Are there any easy replacements for those classes I can do in order to get the training working?
It would be really great if you can let me know whether there is any point where I can move into the general/ standard PyTorch data loading pipeline (or the easier point where I can make a transition) without considering the efficiency that you have achieved using dareblopy library.
Update:
I have implemented a custom dataset object as follows.
class get_dataset(torch.utils.data.Dataset):
def __init__(self,dir_='dataset_samples/faces/realign1024x1024', channels=3):
self.dir_=dir_
self.img_list = glob.glob(f'{dir_}/*.png')
self.channels= channels
self.img_size=512
def transform_func(self):
return transforms.Compose([transforms.Resize((self.img_size,self.img_size)), transforms.ToTensor()])
def __len__(self):
return len(self.img_list)
def __getitem__(self,idx):
img=(plt.imread(self.img_list[idx])*255).astype('uint8')

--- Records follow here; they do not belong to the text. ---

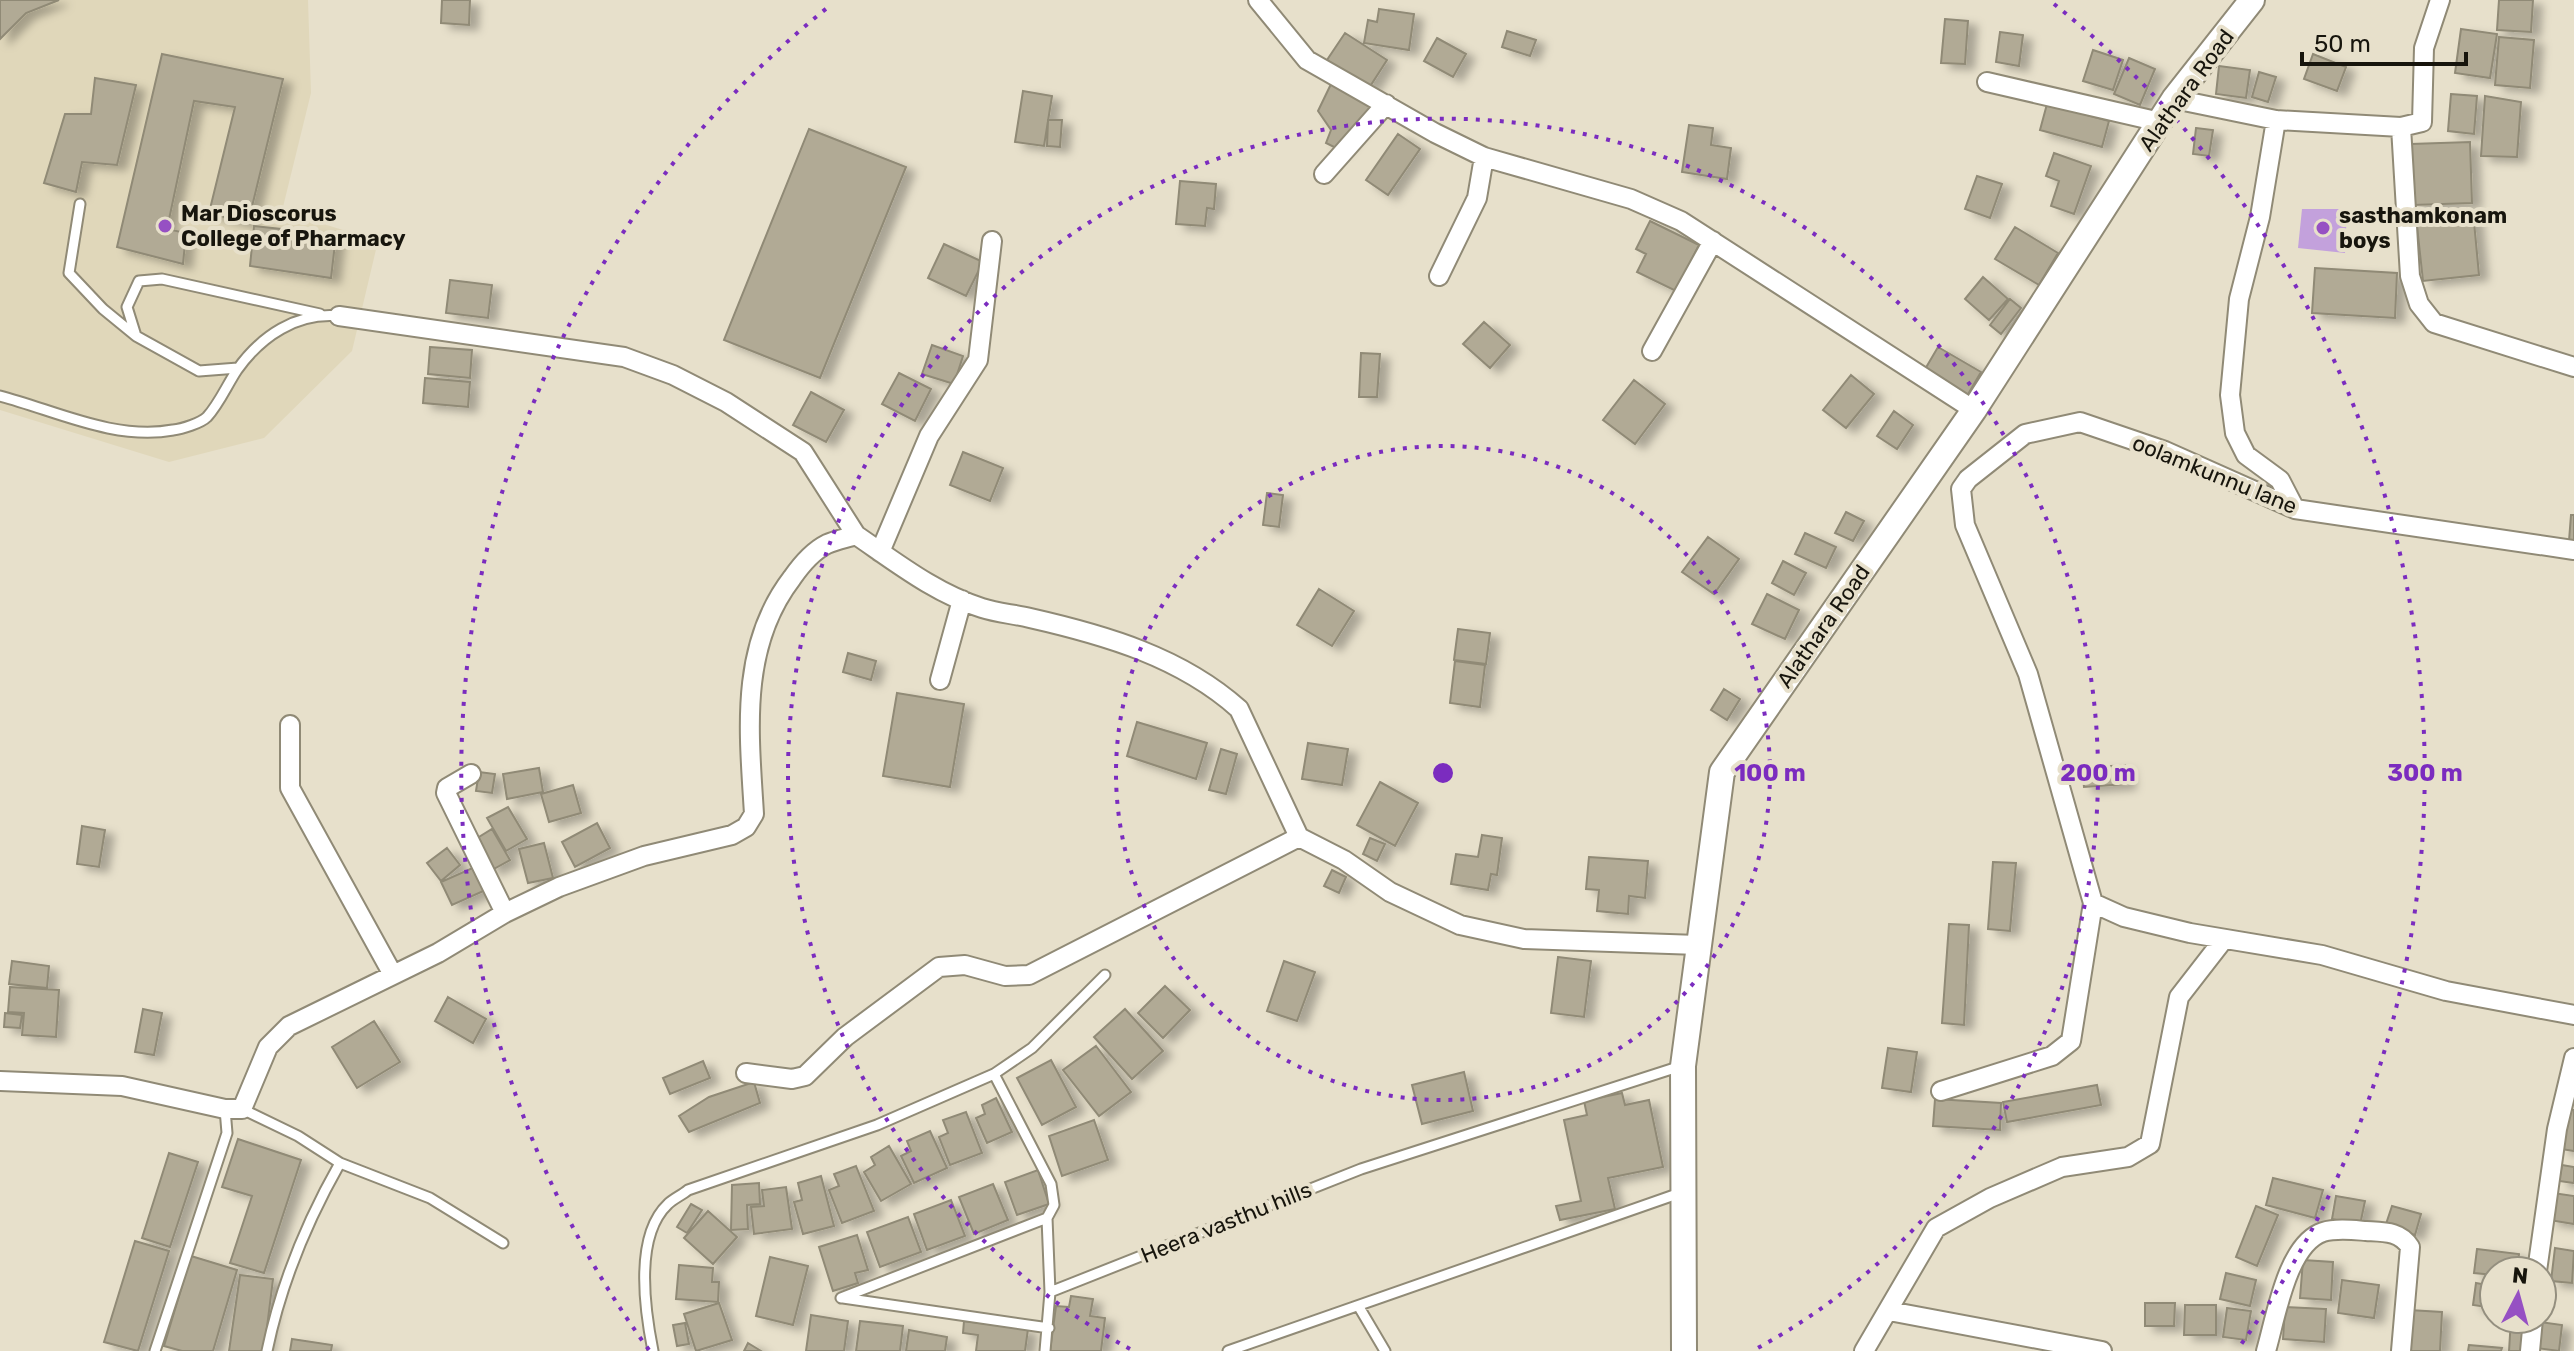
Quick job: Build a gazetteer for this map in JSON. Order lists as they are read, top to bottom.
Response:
{
  "streets": {
    "street": ["Alathara Road", "oolamkunnu lane"],
    "lane": ["Heera vasthu hills"]
  },
  "crossings": [
    ["Alathara Road", "Heera vasthu hills"]
  ],
  "places": ["Mar Dioscorus College of Pharmacy", "sasthamkonam boys"],
  "scale_bar": "50 m",
  "north": "top",
  "rings": ["100 m", "200 m", "300 m"]
}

pil_img= Image.fromarray(img)
if self.channels==1:
pil_img=ImageOps.grayscale(pil_img)
img=self.transform_func()(pil_img)
return img
def reset(self, lod, batch_size):
self.img_size = 2 ** lod
With the standard torch data loader, I was able to run train_alae.py on Colab for bedroom.yaml configuration file. Not exactly sure whether training is happening as expected. Here I attached the sample_35_0.jpg after about 10 minutes from the beginning of the training.
But there are some issues with other configuration files. I will update this with those ones.
Update:
Training will be started with bedroom.yaml, celeba.yaml without error.
But for mnist_fc.yaml, mnist.yaml, there were issues with the number of channels. I will try to figure this out.
celeba-hq256.yaml, ffhq.yaml configs gives Cuda memory exceeded errors. I have no idea to solve this issue in Colab. Please let me know if there is a way to solve this.
Update:
The training seems not working properly. So I tried to go through the DareBlopy library again to check whether there are any points I have missed when implementing the custom get_dataset class.
I could not be able to dive into this next(dataset.iterator.record_yielder) function because I think it is in C++. I do not have much experience in C++.
Hey, @udithhaputhanthri this is exactly where I gave up. The final hurdle was to debug C++ code which wasn't something I had to bandwidth to get into.